During a recession or in times of economic turmoil, many things go awry. Businesses fail. Their capital assets (i.e., everything they own or use to make their products) lose value and become cheap because they are used and difficult to resell.  But these failed businesses need to sell these assets because they can no longer utilize it to make their product. Failed business owners want to squeeze even the slightest amount of cash out of these assets.

That’s where the people with unconventional approaches come in.

Rather than moping around jobless, the future millionaires look at this problem, get excited and buy up goods belonging to failed businesses.

In general, business start-up costs are much lower during a recession or any sort of downturn. The general intuition for this is as such: People have less cash, so they want to spend that on food and necessities and desire to spend less on a machine that makes boots  — a decrease in demand. People are not thinking to start businesses when companies around them are failing.

According to USA Today, 30 percent of non-franchise businesses fail in the first year. Fifty percent fail in the first five years. These failures usually come from two primary sources: the start-up managers are incompetent or the business just cannot overcome its high costs.

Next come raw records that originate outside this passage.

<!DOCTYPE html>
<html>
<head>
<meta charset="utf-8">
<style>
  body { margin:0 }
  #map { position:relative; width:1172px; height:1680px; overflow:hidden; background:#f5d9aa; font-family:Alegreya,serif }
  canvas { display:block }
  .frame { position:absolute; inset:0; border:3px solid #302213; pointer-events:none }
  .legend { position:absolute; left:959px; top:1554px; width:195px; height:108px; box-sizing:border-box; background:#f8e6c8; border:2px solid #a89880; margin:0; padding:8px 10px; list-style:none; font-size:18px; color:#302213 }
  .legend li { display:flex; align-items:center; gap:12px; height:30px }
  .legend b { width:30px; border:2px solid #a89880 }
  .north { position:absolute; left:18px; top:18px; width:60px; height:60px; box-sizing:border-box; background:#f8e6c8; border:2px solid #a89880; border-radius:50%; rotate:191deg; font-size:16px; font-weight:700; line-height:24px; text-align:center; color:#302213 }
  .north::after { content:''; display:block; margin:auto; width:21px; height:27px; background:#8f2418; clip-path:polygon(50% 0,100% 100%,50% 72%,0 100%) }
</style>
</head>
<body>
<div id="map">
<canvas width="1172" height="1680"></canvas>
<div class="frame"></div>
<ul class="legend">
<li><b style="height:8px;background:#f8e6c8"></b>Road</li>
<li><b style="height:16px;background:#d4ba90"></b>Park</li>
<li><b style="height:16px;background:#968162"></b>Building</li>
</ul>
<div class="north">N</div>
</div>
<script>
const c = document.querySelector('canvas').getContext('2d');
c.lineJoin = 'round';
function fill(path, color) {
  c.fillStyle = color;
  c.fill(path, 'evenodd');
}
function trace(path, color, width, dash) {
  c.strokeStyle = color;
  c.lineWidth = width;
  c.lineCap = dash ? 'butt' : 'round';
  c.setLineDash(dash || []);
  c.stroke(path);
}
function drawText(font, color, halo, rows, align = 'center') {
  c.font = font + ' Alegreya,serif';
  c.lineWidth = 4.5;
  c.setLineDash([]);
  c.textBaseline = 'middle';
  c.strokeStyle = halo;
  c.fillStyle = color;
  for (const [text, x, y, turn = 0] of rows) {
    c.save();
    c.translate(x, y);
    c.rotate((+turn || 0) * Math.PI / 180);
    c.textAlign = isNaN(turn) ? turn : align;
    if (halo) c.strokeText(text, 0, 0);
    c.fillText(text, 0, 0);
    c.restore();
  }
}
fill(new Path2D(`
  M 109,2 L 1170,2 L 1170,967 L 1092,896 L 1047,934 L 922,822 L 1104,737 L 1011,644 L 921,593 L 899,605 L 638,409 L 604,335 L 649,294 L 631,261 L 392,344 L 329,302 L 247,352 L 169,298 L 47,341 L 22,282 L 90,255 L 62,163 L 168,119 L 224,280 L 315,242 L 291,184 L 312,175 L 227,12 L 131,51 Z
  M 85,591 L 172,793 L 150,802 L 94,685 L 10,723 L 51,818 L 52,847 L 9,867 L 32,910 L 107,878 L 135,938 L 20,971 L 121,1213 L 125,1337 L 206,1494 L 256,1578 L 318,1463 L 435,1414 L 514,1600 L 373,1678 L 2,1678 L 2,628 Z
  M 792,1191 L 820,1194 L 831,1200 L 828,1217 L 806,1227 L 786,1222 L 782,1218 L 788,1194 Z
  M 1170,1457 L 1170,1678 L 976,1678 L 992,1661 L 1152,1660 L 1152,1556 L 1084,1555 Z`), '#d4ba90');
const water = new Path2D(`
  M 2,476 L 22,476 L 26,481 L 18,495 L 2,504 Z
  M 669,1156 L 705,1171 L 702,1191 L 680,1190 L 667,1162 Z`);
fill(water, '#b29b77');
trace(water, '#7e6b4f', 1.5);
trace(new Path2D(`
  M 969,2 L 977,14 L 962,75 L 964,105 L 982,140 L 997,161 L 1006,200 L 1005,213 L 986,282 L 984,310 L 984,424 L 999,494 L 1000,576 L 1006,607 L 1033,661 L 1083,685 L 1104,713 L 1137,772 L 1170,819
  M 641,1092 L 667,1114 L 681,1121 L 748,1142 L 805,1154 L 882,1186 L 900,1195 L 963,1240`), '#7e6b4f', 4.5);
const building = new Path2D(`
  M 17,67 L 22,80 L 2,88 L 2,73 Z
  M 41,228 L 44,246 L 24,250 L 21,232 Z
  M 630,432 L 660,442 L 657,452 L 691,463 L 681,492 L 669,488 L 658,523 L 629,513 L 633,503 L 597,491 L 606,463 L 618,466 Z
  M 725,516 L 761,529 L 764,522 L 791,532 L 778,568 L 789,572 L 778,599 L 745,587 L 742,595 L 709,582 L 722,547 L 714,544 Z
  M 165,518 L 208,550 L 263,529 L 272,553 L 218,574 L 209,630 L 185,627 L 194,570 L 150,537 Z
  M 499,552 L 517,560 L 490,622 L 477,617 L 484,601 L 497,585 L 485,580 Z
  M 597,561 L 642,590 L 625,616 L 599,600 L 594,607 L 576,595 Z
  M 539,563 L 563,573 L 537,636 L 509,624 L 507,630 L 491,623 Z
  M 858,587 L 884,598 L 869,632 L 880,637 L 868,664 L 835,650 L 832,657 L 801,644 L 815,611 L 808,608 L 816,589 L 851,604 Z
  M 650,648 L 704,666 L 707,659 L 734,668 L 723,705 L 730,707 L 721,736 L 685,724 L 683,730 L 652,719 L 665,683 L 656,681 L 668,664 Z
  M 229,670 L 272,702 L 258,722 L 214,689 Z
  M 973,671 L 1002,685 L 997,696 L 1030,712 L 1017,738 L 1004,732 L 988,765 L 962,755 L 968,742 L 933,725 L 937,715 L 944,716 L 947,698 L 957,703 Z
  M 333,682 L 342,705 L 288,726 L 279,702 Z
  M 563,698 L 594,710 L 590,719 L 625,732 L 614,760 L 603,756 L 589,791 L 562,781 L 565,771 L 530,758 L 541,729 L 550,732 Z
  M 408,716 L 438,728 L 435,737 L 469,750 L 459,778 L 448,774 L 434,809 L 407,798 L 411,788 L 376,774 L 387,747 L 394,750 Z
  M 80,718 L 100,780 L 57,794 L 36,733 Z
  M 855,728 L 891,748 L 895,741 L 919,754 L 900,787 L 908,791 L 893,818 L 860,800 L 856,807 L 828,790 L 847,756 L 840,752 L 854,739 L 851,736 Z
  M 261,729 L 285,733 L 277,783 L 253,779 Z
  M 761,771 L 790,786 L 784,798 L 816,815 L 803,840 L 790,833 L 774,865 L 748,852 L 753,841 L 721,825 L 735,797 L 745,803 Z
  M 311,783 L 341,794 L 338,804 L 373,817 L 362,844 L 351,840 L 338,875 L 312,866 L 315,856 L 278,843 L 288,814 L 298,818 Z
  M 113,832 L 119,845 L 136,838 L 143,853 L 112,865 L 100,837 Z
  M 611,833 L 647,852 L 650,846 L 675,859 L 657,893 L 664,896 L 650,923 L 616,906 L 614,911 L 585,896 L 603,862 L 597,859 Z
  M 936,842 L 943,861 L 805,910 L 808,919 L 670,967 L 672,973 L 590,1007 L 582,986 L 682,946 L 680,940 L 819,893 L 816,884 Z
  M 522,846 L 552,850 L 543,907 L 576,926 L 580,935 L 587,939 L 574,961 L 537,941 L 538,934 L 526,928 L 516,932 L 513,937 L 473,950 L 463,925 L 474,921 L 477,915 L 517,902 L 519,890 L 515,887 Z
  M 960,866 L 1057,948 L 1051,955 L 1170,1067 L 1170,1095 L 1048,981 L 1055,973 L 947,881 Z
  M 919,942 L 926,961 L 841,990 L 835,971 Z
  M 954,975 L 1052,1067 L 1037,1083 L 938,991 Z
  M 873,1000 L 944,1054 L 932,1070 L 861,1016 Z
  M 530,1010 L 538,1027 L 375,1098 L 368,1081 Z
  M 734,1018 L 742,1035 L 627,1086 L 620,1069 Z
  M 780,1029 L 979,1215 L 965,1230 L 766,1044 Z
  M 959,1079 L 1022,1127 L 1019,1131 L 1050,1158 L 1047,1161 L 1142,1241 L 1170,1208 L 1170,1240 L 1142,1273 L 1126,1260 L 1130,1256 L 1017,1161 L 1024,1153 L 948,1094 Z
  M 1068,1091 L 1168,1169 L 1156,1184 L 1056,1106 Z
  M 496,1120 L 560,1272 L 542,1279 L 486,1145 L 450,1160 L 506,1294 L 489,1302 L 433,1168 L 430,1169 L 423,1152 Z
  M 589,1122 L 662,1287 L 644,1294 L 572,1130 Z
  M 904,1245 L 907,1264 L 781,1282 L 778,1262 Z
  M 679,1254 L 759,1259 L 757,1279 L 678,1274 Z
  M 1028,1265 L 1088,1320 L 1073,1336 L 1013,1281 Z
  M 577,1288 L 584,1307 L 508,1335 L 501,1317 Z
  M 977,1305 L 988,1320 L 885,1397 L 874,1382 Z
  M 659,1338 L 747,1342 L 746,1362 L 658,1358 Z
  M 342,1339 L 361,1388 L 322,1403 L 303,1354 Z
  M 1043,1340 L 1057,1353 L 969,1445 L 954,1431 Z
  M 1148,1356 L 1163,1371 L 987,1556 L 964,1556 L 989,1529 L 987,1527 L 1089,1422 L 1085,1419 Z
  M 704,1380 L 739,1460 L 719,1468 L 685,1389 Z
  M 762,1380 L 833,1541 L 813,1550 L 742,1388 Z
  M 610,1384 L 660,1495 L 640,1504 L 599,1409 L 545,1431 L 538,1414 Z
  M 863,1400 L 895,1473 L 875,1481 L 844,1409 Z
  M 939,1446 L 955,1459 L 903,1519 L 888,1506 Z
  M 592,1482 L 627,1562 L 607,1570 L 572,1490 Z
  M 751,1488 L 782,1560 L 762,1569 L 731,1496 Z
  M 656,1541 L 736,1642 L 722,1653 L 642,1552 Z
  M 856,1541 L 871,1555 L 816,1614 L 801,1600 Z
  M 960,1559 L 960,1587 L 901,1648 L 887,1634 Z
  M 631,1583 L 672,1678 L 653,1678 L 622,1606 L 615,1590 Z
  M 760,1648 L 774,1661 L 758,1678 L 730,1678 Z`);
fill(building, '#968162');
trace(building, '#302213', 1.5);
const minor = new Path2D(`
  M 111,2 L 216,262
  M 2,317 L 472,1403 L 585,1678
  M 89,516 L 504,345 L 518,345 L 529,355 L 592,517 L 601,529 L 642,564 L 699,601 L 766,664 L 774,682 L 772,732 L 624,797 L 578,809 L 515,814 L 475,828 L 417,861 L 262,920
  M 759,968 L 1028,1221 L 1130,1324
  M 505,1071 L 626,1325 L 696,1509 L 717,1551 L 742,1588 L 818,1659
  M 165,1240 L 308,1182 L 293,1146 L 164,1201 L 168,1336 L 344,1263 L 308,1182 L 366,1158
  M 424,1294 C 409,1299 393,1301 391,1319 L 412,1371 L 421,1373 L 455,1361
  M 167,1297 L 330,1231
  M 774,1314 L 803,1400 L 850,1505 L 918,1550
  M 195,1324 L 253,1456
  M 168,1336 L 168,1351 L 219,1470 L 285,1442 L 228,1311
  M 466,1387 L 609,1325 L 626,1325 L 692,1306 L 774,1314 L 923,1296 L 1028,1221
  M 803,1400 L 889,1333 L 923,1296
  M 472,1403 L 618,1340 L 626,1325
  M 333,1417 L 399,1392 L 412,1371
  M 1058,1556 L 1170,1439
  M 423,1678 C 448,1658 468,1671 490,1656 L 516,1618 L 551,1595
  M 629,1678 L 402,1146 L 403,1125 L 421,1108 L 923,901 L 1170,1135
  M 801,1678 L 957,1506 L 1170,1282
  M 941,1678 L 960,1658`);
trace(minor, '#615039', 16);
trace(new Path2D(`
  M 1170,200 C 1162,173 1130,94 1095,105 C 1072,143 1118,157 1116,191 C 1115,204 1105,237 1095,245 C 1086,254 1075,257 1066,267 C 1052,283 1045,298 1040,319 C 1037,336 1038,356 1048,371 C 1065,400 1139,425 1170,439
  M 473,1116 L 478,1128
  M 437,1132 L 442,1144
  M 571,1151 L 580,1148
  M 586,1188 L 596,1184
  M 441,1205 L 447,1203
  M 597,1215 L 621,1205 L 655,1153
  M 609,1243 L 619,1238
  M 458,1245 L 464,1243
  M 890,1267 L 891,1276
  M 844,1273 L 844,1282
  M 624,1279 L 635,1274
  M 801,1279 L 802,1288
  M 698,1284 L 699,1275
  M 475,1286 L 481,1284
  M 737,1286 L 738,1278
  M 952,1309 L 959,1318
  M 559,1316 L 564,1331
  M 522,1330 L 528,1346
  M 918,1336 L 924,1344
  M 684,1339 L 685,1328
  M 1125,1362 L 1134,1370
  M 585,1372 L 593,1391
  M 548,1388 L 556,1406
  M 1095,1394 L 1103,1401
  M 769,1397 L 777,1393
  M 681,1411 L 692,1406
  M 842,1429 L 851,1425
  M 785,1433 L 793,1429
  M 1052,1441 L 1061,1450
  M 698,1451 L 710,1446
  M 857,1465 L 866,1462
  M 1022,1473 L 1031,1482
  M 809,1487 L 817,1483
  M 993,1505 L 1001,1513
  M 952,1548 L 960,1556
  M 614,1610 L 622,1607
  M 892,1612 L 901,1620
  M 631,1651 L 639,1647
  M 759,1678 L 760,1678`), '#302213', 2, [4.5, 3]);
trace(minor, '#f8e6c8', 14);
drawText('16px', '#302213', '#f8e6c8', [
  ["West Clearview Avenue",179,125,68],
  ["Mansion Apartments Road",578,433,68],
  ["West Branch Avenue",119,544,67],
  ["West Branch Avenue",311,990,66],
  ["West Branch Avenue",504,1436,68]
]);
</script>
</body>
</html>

When the economy is booming, a start-up has high initial investment costs. But almost all start-ups are not profitable for one to two years. Businesses need to survive this unprofitable period to grow into something larger and highly profitable.

A business owner would be wise to have these unprofitable initial years coincide with the recessionary time, in anticipation of riding the upturn. This is especially true because many companies struggle through these difficult times, leaving them weak.

It is during this time that an owner can test and refine his business plan.

USC has a great history of entrepreneurial spirit. Many prominent businesses, such as the famous surf wear company Quiksilver, have been started by young and eager Trojan graduates. All it takes is a change in perception of the world mixed with a source of creativity and desire to do something productive.

May the word “problem” become synonymous with “opportunity” for us Trojans. Seniors without job prospects, I hope we can see this jobless time as an opportunity to start something fresh, something new.

Jensen Carlsen is a senior majoring in mathematics and economics. His column, “The Bridge” usually runs Wednesdays.

2 replies
  1. business admin
    business admin says:

    Thanks for the words of inspiration and hope. People at SC are an ambitious bunch. They’re well-spoken, assertive, intelligent, creative, resolute and overcome adversity. This dismal economy can be serendipitous.